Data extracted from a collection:
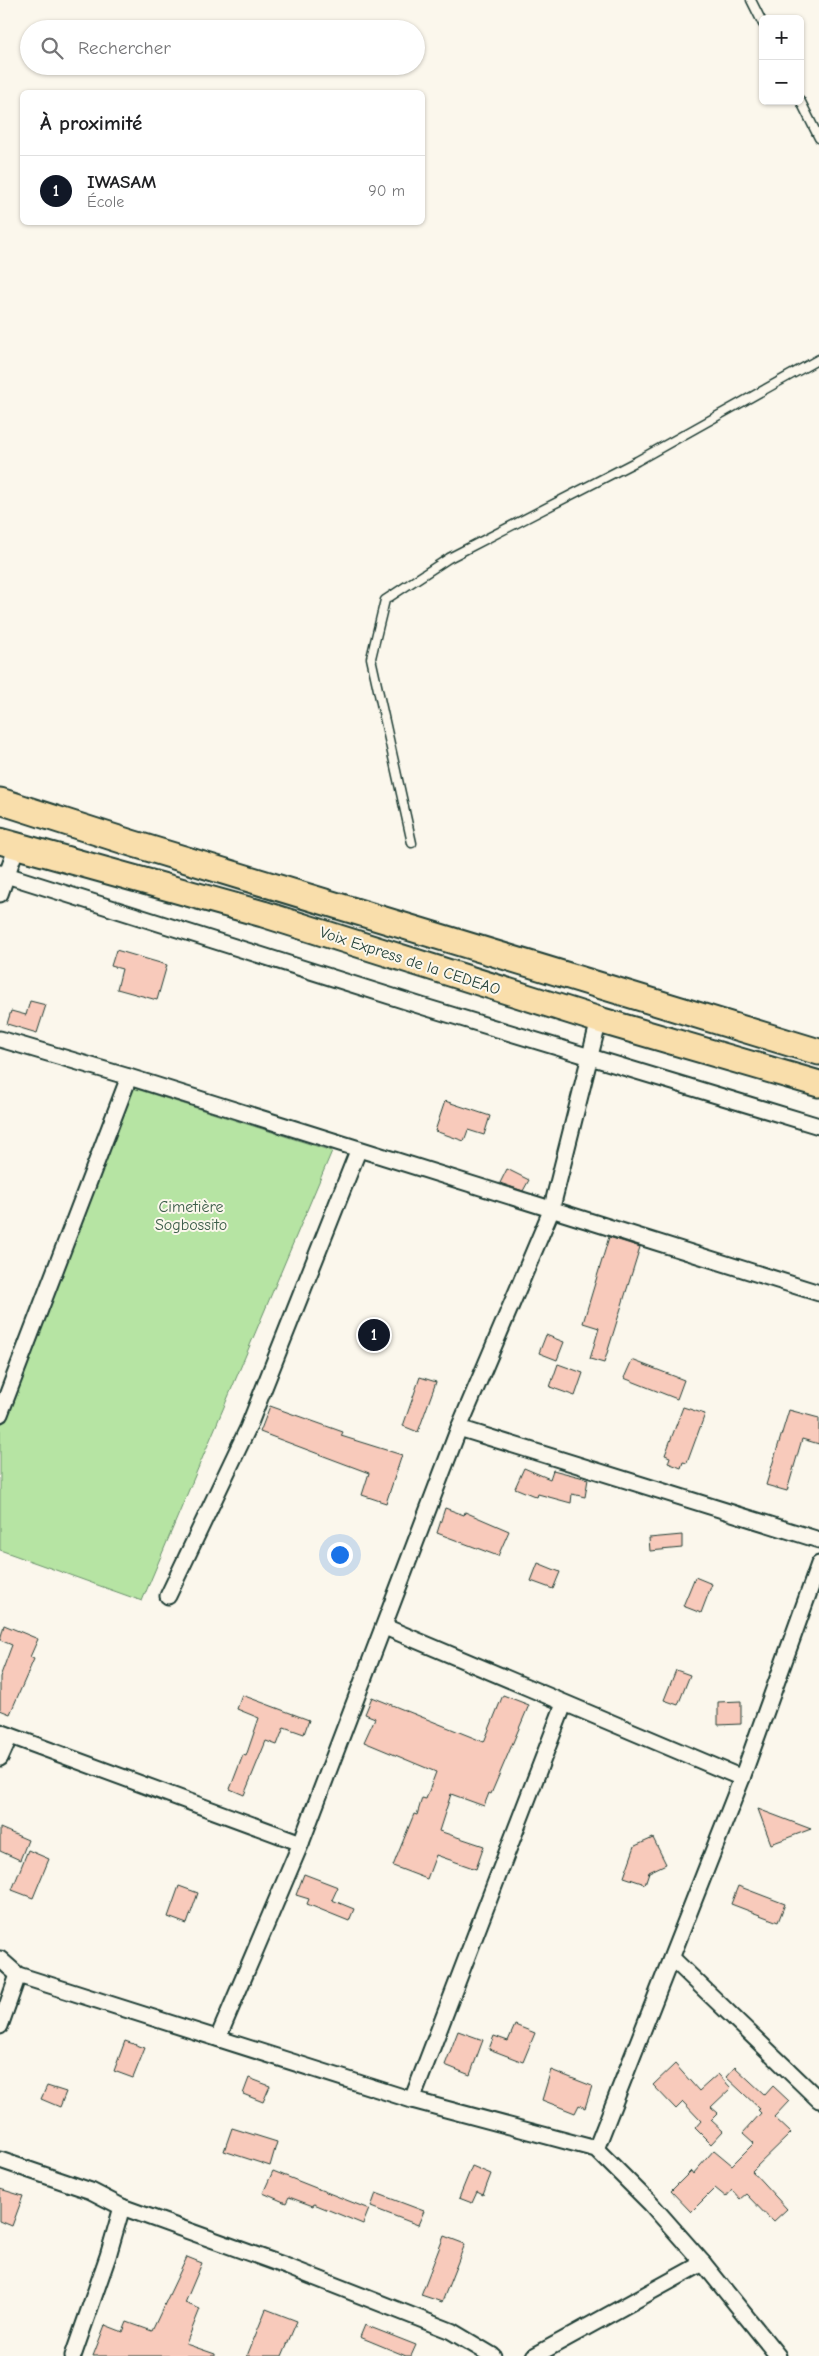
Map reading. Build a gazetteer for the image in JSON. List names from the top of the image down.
{
  "streets": {
    "main road": ["Voix Express de la CEDEAO"]
  },
  "parks": ["Cimetière Sogbossito"],
  "page": {
    "map_buttons": ["+", "−"],
    "search": "Rechercher",
    "heading": "À proximité",
    "list": [
      {
        "mark": "1",
        "name": "IWASAM",
        "note": "École",
        "value": "90 m"
      }
    ],
    "pins": "1"
  }
}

Problem to work on >> Write the records out once more, exactly as they appear, with no pictures.

Expected answer >>
Map reading. Build a gazetteer for the image in JSON. List names from the top of the image down.
{
  "streets": {
    "main road": ["Voix Express de la CEDEAO"]
  },
  "parks": ["Cimetière Sogbossito"],
  "page": {
    "map_buttons": ["+", "−"],
    "search": "Rechercher",
    "heading": "À proximité",
    "list": [
      {
        "mark": "1",
        "name": "IWASAM",
        "note": "École",
        "value": "90 m"
      }
    ],
    "pins": "1"
  }
}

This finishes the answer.